そして、迎えに行った日の電車のなかでのこと。キャリーバッグの網ごしに小町ちゃんがぐりぐりとおでこを能町さんの手に押しつけてきた。網目からはみ出す毛の柔らかさ、顔を押しつけてくる圧がたまらない。
その瞬間、「私は、産んだ! この子を!」という電撃が能町さんを貫いた。同時に、「秋田出身の美猫だから『小町』がぴったりじゃない?」と名前も決まった。
「なぜか産んだ気持ちになったんですよね。猫を友だちのように思う人もいるけど、私の場合は、完全にわが子です」
「長女」を迎えた能町さんは、いまや母の顔。小町ちゃんに話しかけるときの自分の呼び名は、「ママにゃん」だ。小町ちゃんの愛称が「こまにゃん」なので、語呂を合わせると「ママにゃん」になるという。
小町ちゃんに甘えられているときの能町さんは、愛情の熱量が高い。そのぞっこんな姿は、取材に同席していた夫のサムソン高橋さんに「声質がふだんとぜんぜん違う。気持ち悪い」と言わしめるほど。能町さんも「アキラ(高橋さんのこと)には見せていない顔だからね」と照れる。

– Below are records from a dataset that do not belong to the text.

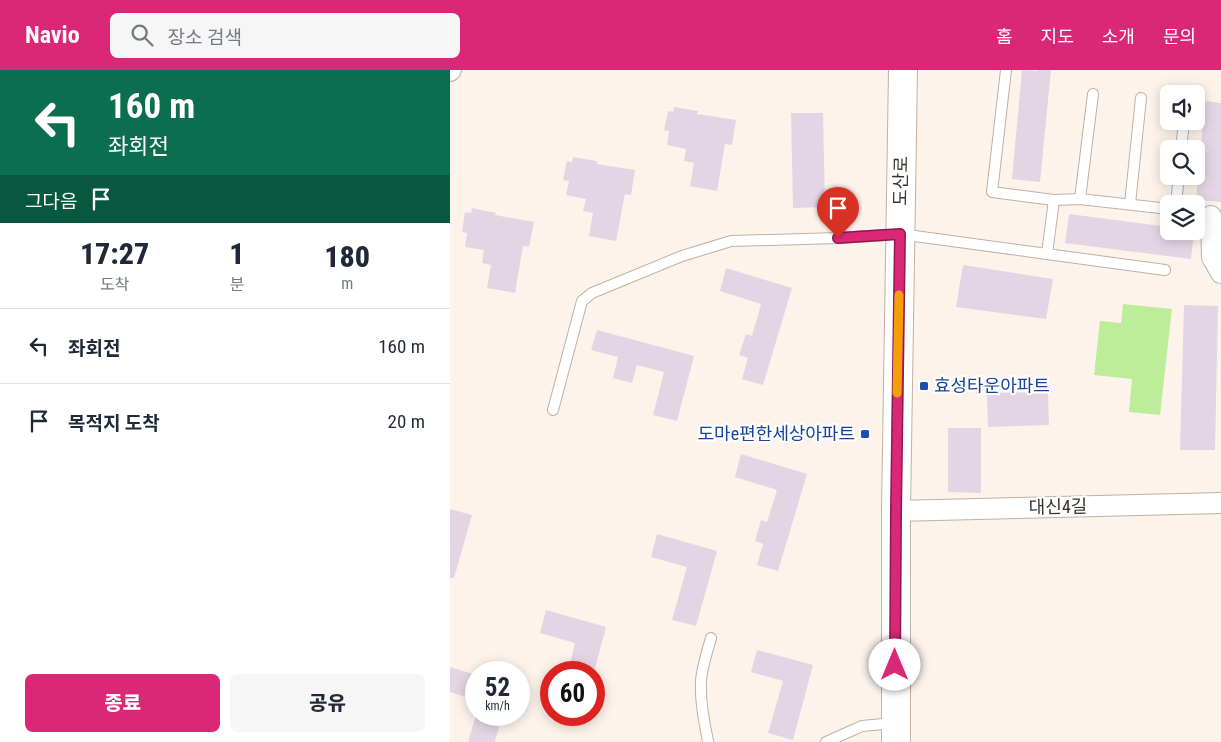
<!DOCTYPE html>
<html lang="ko">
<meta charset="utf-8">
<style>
:root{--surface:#fff;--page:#f6f6f7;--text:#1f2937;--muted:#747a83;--line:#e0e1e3;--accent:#db2777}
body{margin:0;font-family:"Roboto Condensed","Noto Sans KR",sans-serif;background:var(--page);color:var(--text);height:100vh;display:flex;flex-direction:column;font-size:19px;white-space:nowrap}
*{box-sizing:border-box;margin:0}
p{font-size:16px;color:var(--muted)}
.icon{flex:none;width:28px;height:28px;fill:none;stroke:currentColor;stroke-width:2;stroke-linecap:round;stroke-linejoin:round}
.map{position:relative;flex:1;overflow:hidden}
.panel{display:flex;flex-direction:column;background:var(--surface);width:450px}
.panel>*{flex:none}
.banner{background:#0b6e4f;color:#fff;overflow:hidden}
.fabs{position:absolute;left:710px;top:15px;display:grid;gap:10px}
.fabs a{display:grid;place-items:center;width:45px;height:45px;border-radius:8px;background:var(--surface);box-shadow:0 2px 12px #0003;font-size:25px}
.speed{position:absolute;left:15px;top:591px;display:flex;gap:10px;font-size:25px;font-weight:700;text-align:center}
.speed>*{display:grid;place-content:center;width:65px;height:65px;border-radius:50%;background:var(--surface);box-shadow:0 2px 12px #0003;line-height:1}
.speed small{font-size:12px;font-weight:400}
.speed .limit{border:8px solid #d22;background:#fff;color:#111}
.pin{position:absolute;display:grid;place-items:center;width:42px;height:42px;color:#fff;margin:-51px -21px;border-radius:50% 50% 50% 0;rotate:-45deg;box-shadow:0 0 5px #0007}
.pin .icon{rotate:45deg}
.me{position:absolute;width:55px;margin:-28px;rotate:0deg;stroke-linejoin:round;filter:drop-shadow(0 0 4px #0008)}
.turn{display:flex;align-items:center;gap:18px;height:105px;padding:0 25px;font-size:22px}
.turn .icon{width:65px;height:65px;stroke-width:2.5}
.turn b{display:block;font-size:35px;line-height:42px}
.then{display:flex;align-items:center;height:48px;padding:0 25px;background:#0003;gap:10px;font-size:19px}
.eta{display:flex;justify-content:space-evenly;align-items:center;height:85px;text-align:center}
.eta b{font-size:30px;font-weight:800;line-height:35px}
.primary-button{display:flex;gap:10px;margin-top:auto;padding:10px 25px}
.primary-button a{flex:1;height:58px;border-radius:8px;background:var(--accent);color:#fff;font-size:20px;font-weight:800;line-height:58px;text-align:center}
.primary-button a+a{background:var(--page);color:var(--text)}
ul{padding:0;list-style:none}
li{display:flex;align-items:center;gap:15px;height:75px;padding:0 25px;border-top:1px solid var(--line)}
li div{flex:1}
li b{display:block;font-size:19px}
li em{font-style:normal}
header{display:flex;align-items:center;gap:30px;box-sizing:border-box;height:70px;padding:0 25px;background:var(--accent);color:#fff}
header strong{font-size:24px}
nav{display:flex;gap:28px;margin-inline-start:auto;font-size:18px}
.search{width:350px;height:45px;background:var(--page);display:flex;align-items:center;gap:12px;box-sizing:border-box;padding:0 18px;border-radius:8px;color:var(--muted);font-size:19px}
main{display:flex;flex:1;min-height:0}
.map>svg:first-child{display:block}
.green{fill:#beed99}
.building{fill:#e4d5e4}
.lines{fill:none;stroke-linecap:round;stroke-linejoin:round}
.service-casing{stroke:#c0b0a3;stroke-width:12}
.minor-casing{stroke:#c0b0a3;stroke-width:22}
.primary-casing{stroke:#c0b0a3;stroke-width:30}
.service{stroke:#fff;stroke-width:10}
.minor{stroke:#fff;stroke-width:20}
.primary{stroke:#fff;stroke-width:28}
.route-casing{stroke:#8e194d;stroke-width:12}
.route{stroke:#db2777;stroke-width:9}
.slow{stroke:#f59e0b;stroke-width:9}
.transit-dot{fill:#1a4fb4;stroke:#fff;stroke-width:2}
.labels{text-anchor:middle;stroke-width:4.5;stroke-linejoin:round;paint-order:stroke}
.street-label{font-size:18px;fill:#39332e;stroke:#fff}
.transit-label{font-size:18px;fill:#164399;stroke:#fff;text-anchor:start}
</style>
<header>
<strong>Navio</strong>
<div class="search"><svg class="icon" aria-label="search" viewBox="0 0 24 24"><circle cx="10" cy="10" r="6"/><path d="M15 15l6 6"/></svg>장소 검색</div>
<nav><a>홈</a><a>지도</a><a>소개</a><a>문의</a></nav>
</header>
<main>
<section class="panel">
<div class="banner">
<div class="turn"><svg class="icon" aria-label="left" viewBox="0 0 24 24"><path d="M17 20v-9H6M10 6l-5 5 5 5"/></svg><div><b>160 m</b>좌회전</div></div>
<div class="then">그다음<svg class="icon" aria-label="arrive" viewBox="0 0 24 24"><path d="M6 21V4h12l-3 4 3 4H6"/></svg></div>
</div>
<div class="eta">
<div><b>17:27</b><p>도착</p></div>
<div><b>1</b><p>분</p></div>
<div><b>180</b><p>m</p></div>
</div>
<ul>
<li><svg class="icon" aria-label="left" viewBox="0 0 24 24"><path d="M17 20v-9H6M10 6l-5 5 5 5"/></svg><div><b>좌회전</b></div><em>160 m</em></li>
<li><svg class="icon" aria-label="arrive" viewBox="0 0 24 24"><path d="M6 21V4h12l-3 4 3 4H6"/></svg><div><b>목적지 도착</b></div><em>20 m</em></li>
</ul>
<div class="primary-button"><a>종료</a><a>공유</a></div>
</section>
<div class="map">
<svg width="771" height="672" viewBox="0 0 771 672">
<rect width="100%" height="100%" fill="#fdf3eb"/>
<path class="green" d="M 673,234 L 722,239 L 710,345 L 679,342 L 682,309 L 644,305 L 650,251 L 671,253 Z"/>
<g class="building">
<path d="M 572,0 L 587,1 L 587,0 L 601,0 L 590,112 L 562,109 Z"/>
<path d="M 755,31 L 771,33 L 771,132 L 746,130 Z"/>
<path d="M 224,37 L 248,41 L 247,44 L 286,50 L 282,75 L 275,74 L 267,121 L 240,116 L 244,93 L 234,91 L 236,79 L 217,75 L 219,61 L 214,60 L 218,41 L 223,42 Z"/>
<path d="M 341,43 L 373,43 L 375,137 L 343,138 Z"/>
<path d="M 123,87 L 147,91 L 147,94 L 185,100 L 181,125 L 175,124 L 166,171 L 139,166 L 143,143 L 133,141 L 136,129 L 116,125 L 119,111 L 113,110 L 117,91 L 122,92 Z"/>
<path d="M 22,138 L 46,143 L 45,145 L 84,152 L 79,177 L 73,176 L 65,223 L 37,218 L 41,195 L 32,193 L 34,180 L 15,177 L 17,163 L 12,162 L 15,142 L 21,143 Z"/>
<path d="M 619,144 L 719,157 L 719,161 L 744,161 L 741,189 L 615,173 Z"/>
<path d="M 513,195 L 603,209 L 596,249 L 506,237 Z"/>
<path d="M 276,198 L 342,218 L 313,315 L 292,309 L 298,288 L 289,285 L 296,264 L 302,266 L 311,234 L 270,221 Z"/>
<path d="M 734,235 L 768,236 L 765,380 L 730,380 Z"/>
<path d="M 147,260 L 244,286 L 227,351 L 203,345 L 214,302 L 187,295 L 182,313 L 163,308 L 168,287 L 141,280 Z"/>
<path d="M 598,322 L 599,355 L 538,357 L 537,323 Z"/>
<path d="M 498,358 L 531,358 L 531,423 L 498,422 Z"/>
<path d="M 291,384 L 357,404 L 328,501 L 307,495 L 313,474 L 305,471 L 311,450 L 317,452 L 327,420 L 285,407 Z"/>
<path d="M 0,439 L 22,445 L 4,508 L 0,508 Z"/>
<path d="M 207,464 L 267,481 L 246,556 L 222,550 L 237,497 L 201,487 Z"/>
<path d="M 96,540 L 156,557 L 144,602 L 118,602 L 125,573 L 90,563 Z"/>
<path d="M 307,580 L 363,595 L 343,670 L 318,663 L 333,611 L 301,602 Z"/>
<path d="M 0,597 L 26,605 L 26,630 L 0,622 Z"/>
<path d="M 26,645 L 52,645 L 45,672 L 18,672 Z"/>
</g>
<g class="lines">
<defs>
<g id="service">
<path d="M 556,0 L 542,122 L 604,130 L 630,129 L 719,139"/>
<path d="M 731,79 L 734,51"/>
<path d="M 630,129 L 643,24"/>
<path d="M 604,130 L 597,184 L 715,200"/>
<path d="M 680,134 L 691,28"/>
<path d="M 726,134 L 729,106"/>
<path d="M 746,144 L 765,146"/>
<path d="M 103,340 L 132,231 L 142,223 L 232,186 L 281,171 L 388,168 L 450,164 L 597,184"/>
<path d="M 258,671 C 254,651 250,631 251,611 C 252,597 257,582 261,568"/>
<path d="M 376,672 L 412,656 L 444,653"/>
</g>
<g id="minor">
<path d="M 0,1 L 1,0"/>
<path d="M 761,146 L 762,187 L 771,203"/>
<path d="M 446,441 L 771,433"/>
</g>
<path id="primary" d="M 446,672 L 446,441 L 453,0"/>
</defs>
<use href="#service" class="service-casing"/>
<use href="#minor" class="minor-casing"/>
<use href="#primary" class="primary-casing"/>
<use href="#service" class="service"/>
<use href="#minor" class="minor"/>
<use href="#primary" class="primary"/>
</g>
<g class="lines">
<defs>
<path id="route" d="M 388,168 L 450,164 L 446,441 L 445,595"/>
</defs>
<use href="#route" class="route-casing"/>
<use href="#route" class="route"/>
<path class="slow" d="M 447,323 L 449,225"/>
</g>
<g class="transit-dot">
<rect x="469" y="311" width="10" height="10" rx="2.5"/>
<rect x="410" y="359" width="10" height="10" rx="2.5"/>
</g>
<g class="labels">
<g class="street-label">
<text transform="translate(451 111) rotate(-89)" y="6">도산로</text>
<text transform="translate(608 437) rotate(-1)" y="6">대신4길</text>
</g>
<g class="transit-label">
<text x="484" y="322">효성타운아파트</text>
<text x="405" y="370" text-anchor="end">도마e편한세상아파트</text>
</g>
</g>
</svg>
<div class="fabs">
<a><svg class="icon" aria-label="sound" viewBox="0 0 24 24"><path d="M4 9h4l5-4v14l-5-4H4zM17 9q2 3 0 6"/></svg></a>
<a><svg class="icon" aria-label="search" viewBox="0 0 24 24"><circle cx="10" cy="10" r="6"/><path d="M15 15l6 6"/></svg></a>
<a><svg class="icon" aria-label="layers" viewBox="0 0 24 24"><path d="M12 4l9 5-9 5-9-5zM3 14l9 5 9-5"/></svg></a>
</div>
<div class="speed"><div>52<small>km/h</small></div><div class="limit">60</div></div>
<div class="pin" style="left:388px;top:168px;background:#d93025"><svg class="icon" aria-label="arrive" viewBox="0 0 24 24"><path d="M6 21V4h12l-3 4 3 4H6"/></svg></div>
<svg class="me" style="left:445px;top:595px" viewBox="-20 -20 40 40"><circle r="19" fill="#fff"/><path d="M0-13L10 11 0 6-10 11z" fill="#db2777"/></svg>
</div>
</main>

もともと能町さんは、ノラ猫を手なずける策を練るほどの猫好き。長年、うっすらと共に暮らしたい気持ちはあった。しかし、一人暮らしのころは、家にいる時間が少なかったこともあり、踏み切れなかった。
気持ちが変わってきたのは、高橋さんと暮らし始めてから。一緒に面倒を見てくれる高橋さんがいることで、猫を迎えるハードルが下がった。